How solvent is Collingswood?

Collingswood Mayor Jim Maley has been bragging that the Standard & Poor's credit agency last week gave Collingswood borough an AA rating, just two notches below its highest level and about what you might expect from a solid suburban town where investors have lately been rehabbing and upgrading the aging downtown and adding market-priced apartments..

By contrast, Moody's Investors Service just rated $29 million in Collingswood debt several notches lower, at Baa2 (corrected). And that's progress, by Moody's standards: Moody's cut Collingswood's rating six notches, to junk bond status, two years ago as it struggled to refinance a failing apartment complex. This is the second measured improvement in Collingswood's Moody's rating since the big cut temporarily put the borough off limits to conservative investors.

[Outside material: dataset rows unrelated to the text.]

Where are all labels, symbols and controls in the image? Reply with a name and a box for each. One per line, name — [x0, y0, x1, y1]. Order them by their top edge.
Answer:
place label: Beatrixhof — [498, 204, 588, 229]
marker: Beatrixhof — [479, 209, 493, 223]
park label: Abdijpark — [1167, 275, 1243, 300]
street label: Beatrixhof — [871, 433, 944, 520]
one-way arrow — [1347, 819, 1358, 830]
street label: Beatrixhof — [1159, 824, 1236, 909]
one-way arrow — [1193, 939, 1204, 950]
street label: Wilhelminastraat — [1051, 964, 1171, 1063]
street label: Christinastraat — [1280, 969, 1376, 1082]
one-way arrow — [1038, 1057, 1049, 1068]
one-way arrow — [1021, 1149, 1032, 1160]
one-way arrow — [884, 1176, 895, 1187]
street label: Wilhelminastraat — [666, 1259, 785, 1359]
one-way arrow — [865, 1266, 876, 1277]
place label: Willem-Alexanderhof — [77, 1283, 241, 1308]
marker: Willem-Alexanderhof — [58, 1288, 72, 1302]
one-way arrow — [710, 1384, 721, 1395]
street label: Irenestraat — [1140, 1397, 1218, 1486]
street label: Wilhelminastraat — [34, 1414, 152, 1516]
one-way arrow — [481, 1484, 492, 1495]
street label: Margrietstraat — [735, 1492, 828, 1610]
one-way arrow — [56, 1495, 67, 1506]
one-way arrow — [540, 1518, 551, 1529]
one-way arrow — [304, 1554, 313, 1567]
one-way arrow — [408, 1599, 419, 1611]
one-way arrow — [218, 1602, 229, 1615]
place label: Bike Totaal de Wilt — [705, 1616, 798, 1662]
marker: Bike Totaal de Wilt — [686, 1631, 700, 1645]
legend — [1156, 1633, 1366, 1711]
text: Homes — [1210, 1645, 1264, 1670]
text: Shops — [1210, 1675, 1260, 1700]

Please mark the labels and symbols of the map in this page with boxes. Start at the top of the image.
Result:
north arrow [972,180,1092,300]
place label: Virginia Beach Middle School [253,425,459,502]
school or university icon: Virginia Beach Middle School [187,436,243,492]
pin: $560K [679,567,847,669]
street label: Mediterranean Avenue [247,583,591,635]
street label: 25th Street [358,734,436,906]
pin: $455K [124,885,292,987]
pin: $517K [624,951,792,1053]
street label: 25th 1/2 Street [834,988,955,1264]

Moody's says borough debt is now a mainstream bet again, but not quite back to very-low-risk status.

In her report yesterday, Moody's analyst Josellyn Yousef cited "reduced undertainty" about the apartment debt, given the low interest rates Collingswood has been able to command from investors, the borough's tighter new financial management practices and its "demonstrated committment to reducing its debt burden" under Mayor Maley by putting some property sale revenue in escrow instead of spending it all. But she also warned that Collingswood's bond payments still eat up a "very high" 18.7% of the borough's budget, leaving the town's debt vulnerable to another credit-market slowdown. Though isn't everyone who's still leveraged, after years of near-record low rates?